Overview

In part one of a four-part series, we are going to set up and walkthrough the Kedro framework. Kedro is an open-source Python framework that provides you with scaffolding to ensure your data projects adhere to software-engineering best practices. In turn, this makes your project reproducible and robust to requirement changes.

Introduction

In this post we are going to talk about and walkthrough using the Kedro framework. To keep things simple, we are going to use a clean dataset provided by the National Oceanic and Atmospheric Association (NOAA) that measures the monthly temperature changes across twelve Brazilian cities. You can download the dataset off of Kaggle. We are going to keep things as simple as possible and only go over the key components of a Kedro project which include:

Creating a Kedro project
Defining a data catalog
Creating a Kedro pipeline
Integrating Kedro plugins

If you want to learn how to use Kedro’s more advanced features check out the official documention.

Getting Started

Let’s start off by creating a clean environment. We are going to use Conda in this example but you can you whatever virtual environment you prefer. After installing Anaconda or Miniconda, you can create a new environment by executing the following command in your terminal:

# Creates a new virtual environment
conda create -c conda-forge -n my_new_environment python=3.12 -y

The argument -c conda-forge tells conda to put the conda-forge repository at a higher priority over the default repository. We also installed python version 3.12 in this new environment. Now that we have a clean environment we need to install Kedro into that environment. Activate your new environment and install Kedro with:

# Installs kedro
pip install -U kedro==0.19.11

You can verify your installation by executing:

# Displays installed kedro version and extensions
kedro info

Creating a New Kedro Project

Now that we have Kedro installed, we need to create a new Kedro project. You can use the Kedro command-line interface (CLI):

# Creates a new Kedro project
kedro new

You will be prompted to pick a name for your project. Let’s call our project Climate-Brazil. Next, you will be prompted to select the Kedro tools you want to utilize. For this project, let’s go with 1, 3, 5, 7 which corresponds to Linting, Logging, Data Folder, and Kedro-Viz. Once you have created your project, you’ll notice that Kedro created a project directory, using the project name we selected, with subdirectories and files that serve as the scaffolding of your project.

Note

Note that there are some files in the image below that you won’t have at this moment. These will be added/generated as you continue through this walkthrough.

Kedro Project Structure

Let’s briefly walkthrough the 5 subdirectories that Kedro created for us.
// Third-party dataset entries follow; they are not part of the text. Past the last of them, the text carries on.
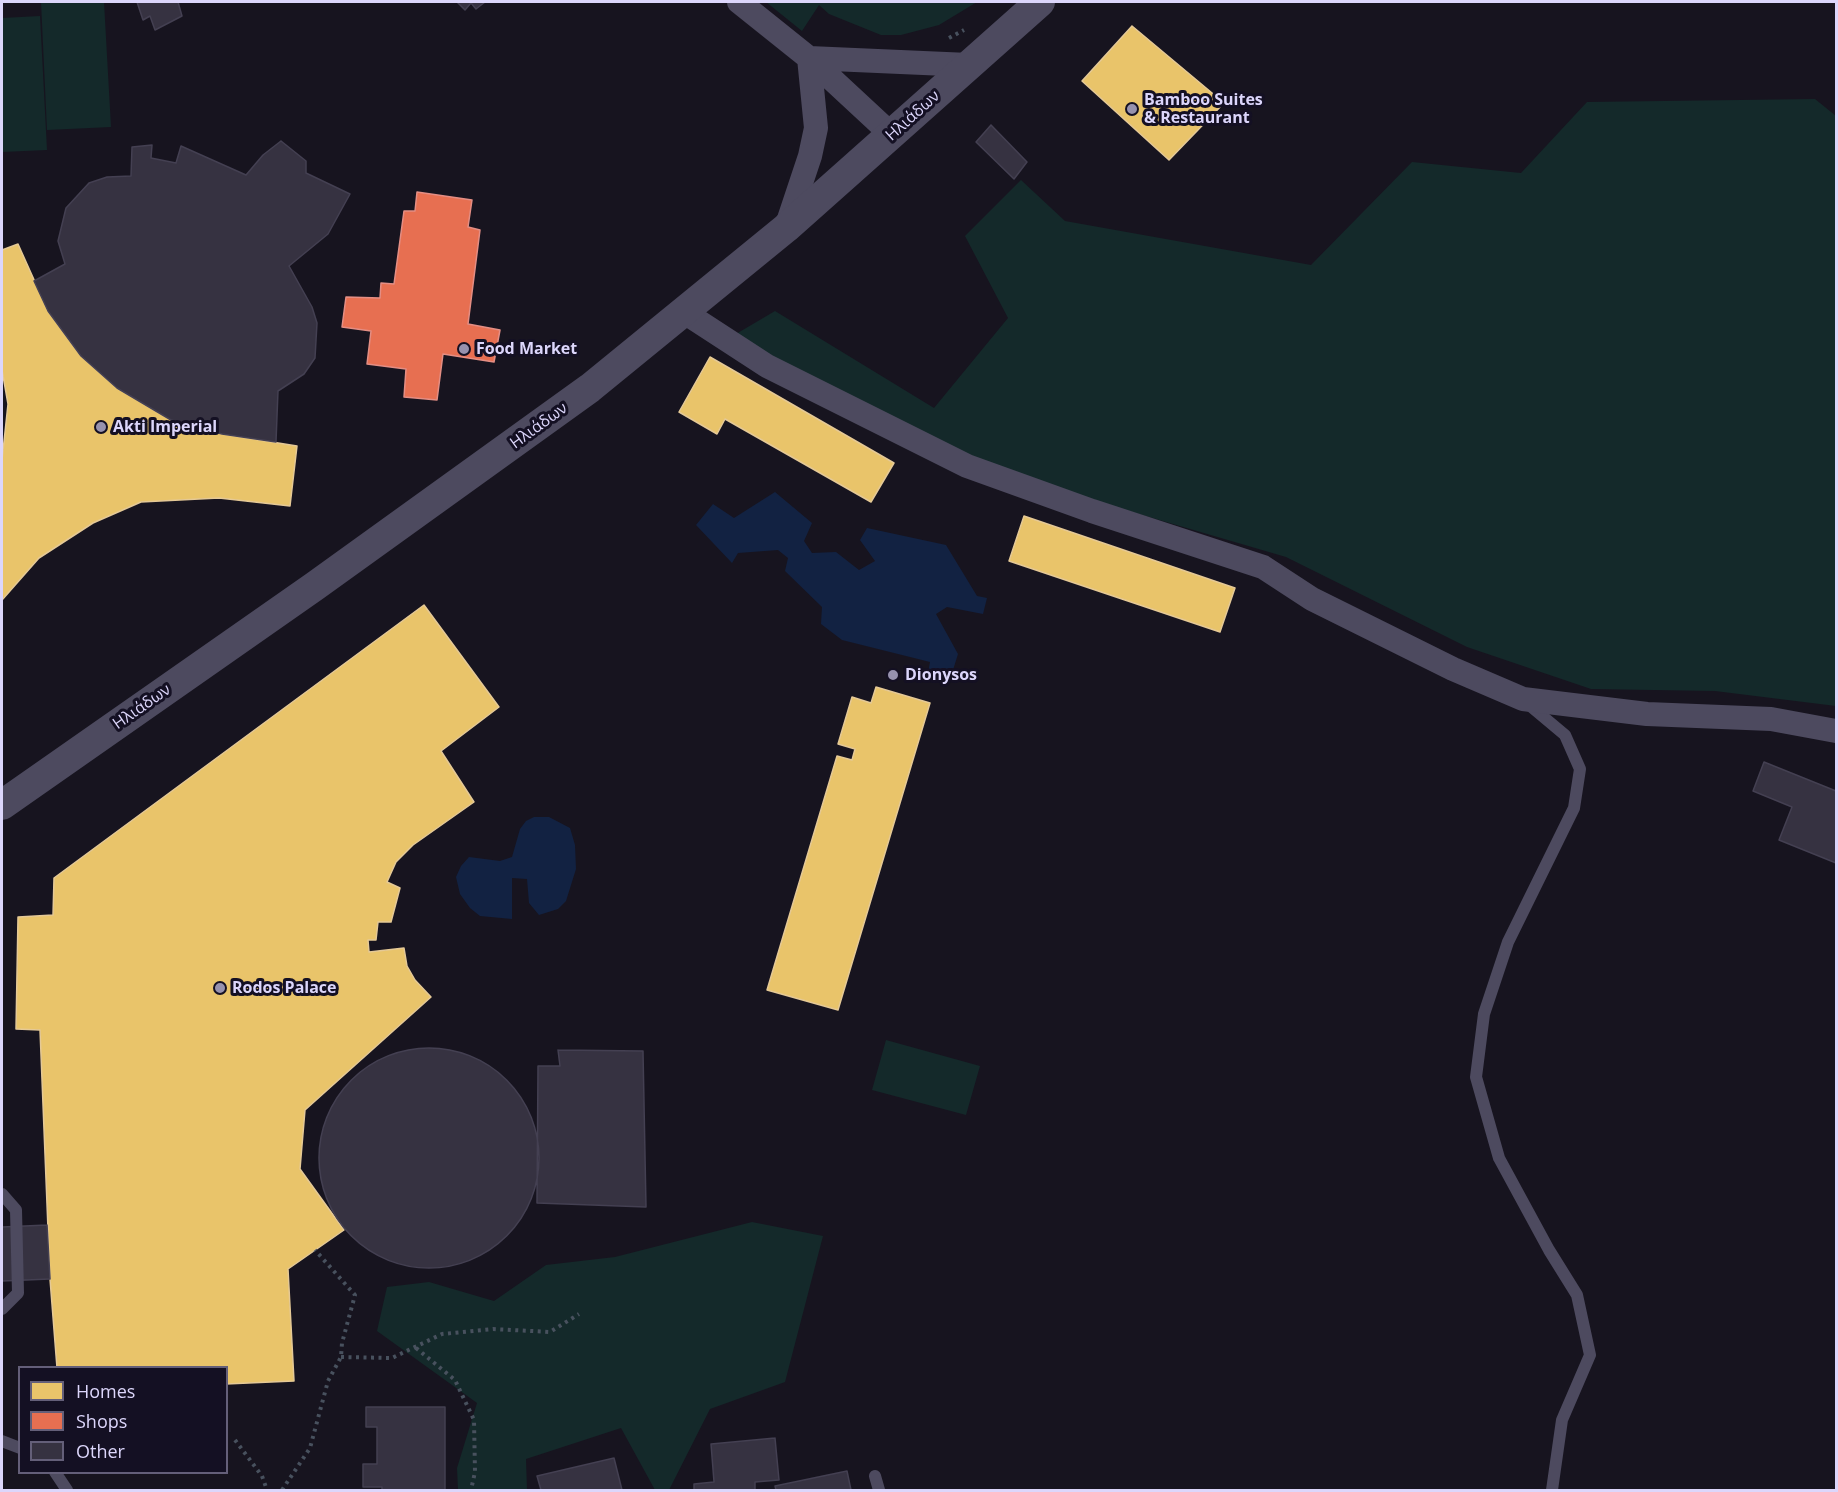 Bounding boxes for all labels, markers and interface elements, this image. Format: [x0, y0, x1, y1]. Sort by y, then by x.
street label: Ηλιάδων [882, 87, 944, 145]
place label: Bamboo Suites & Restaurant [1144, 90, 1263, 128]
marker: Bamboo Suites & Restaurant [1125, 102, 1139, 116]
place label: Food Market [476, 339, 577, 359]
marker: Food Market [457, 342, 471, 356]
street label: Ηλιάδων [507, 399, 571, 453]
place label: Akti Imperial [113, 417, 217, 437]
marker: Akti Imperial [94, 420, 108, 434]
place label: Dionysos [905, 665, 977, 685]
marker: Dionysos [886, 668, 900, 682]
street label: Ηλιάδων [109, 680, 175, 734]
place label: Rodos Palace [232, 978, 337, 998]
marker: Rodos Palace [213, 981, 227, 995]
legend [18, 1366, 228, 1474]
text: Homes [76, 1379, 135, 1403]
text: Shops [76, 1409, 127, 1433]
text: Other [76, 1439, 125, 1463]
conf: This directory contains your project configurations. These can be things from API/Database credentials to Model parameters. This is also where you can create multiple project environments like Dev and Prod.
data: This directory is where you will store your data and your project artifacts.
notebooks: This directory is where you can interactively develop your project before creating modular nodes and pipelines
src: This directory is where you will put your source code defined as nodes and chained together into pipelines
tests: This directory is where you will write your unit tests

I know that was really brief but don’t worry we will learn more specifics as we develop the project.

Declare Project Dependencies

Now that we have a project created, let’s add any packages that our project will depend on. In the root of our project directory Kedro created a requirements.txt file for us. Kedro will add some dependencies into the file by default but we will need some additional packages for our project. We are going to need polars, plotly, and pre-commit so let’s modify requirements.txt to contain the following:

# ./requirements.txt
ipython>=8.10
jupyterlab>=3.0
kedro-datasets>=3.0
kedro-viz>=6.7.0
kedro[jupyter]~=0.19.11
notebook
pre-commit~=3.8.0
polars~=1.22.0
pyarrow~=19.0.1
plotly~=5.24.1
openpyxl~=3.1.5

Now that we have declared our dependencies, let’s go ahead and install them into our environment.
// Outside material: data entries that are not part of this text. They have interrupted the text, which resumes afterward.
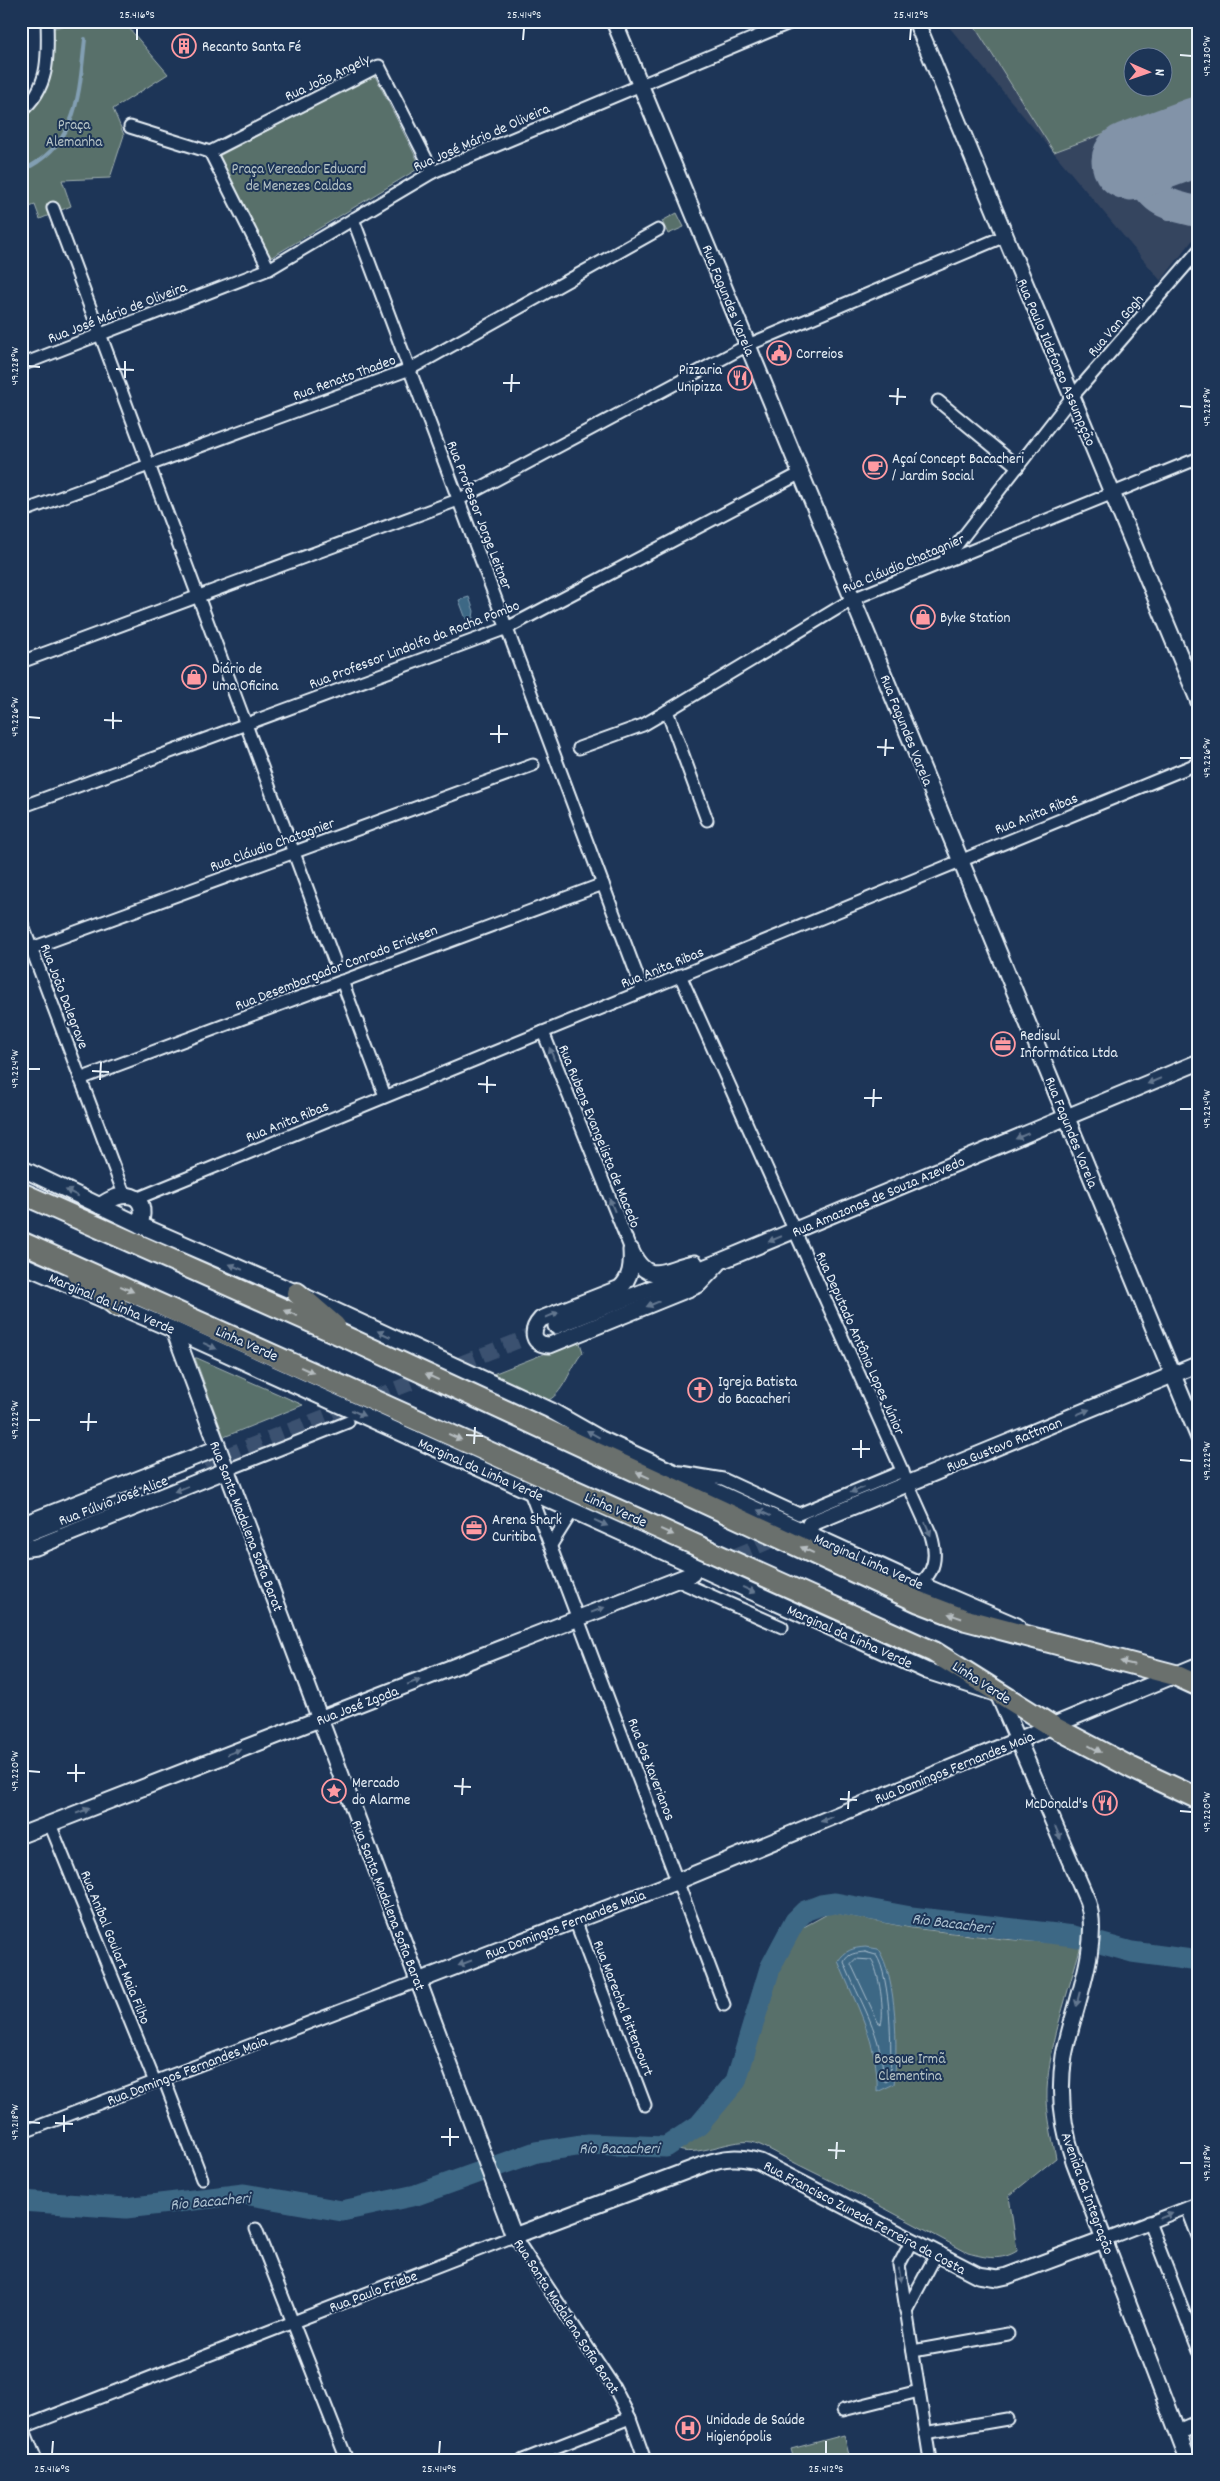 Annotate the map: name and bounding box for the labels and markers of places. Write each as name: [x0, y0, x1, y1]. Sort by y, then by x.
building icon: Recanto Santa Fé: [171, 33, 197, 59]
place label: Recanto Santa Fé: [202, 37, 301, 59]
public building icon: Correios: [766, 340, 792, 366]
place label: Correios: [796, 344, 844, 366]
place label: Pizzaria Unipizza: [677, 360, 723, 399]
restaurant icon: Pizzaria Unipizza: [727, 365, 753, 391]
place label: Açaí Concept Bacacheri / Jardim Social: [892, 449, 1024, 488]
cafe icon: Açaí Concept Bacacheri / Jardim Social: [862, 454, 888, 480]
shop icon: Byke Station: [910, 604, 936, 630]
place label: Byke Station: [940, 608, 1011, 630]
place label: Diário de Uma Oficina: [212, 659, 279, 698]
shop icon: Diário de Uma Oficina: [181, 664, 207, 690]
place label: Redisul Informática Ltda: [1020, 1026, 1118, 1065]
office icon: Redisul Informática Ltda: [990, 1031, 1016, 1057]
place label: Igreja Batista do Bacacheri: [718, 1372, 798, 1411]
church icon: Igreja Batista do Bacacheri: [687, 1377, 713, 1403]
place label: Arena Shark Curitiba: [492, 1510, 562, 1549]
office icon: Arena Shark Curitiba: [461, 1515, 487, 1541]
place label: Mercado do Alarme: [352, 1773, 411, 1812]
place icon: Mercado do Alarme: [321, 1778, 347, 1804]
restaurant icon: McDonald's: [1092, 1790, 1118, 1816]
place label: McDonald's: [1025, 1794, 1088, 1816]
place label: Unidade de Saúde Higienópolis: [706, 2410, 805, 2449]
hospital icon: Unidade de Saúde Higienópolis: [675, 2415, 701, 2441]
pip install -r requirements.txt

Defining a Data Catalog

All Input/Output (IO) operations are defined in a data catalog, when using Kedro. This allows you to declaratively define your data sources whether they are stored as local files, or stored remotely in a SQL/NoSQL database, or just in some form of remote storage like S3.

Tip

In our simple example, all the data are stored locally. Therefore, we don’t need to define any credentials to access the data. However, in practice it is likely that you need to access data from a database or cloud storage. In that case, you would define your credentials in /conf/local/credentials.yml.

Before we edit our catalog, go ahead and download the data to /data/01_raw/. You can get the data files from Kaggle.

We declare our base catalog by modifying /conf/base/catalog.yml. The base catalog will be inhereted by all other Kedro enviornments you create. For example, if you create a dev environment you don’t need to repeat the catalog entries that are in /conf/base/catalog.yml inside of /conf/dev/catalog.yml.

Caution

If you declare a catalog entry in /conf/dev/catalog.yml that shares the same key as an entry in /conf/base/catalog.yml you will override the base catalog when you are working in the dev environment.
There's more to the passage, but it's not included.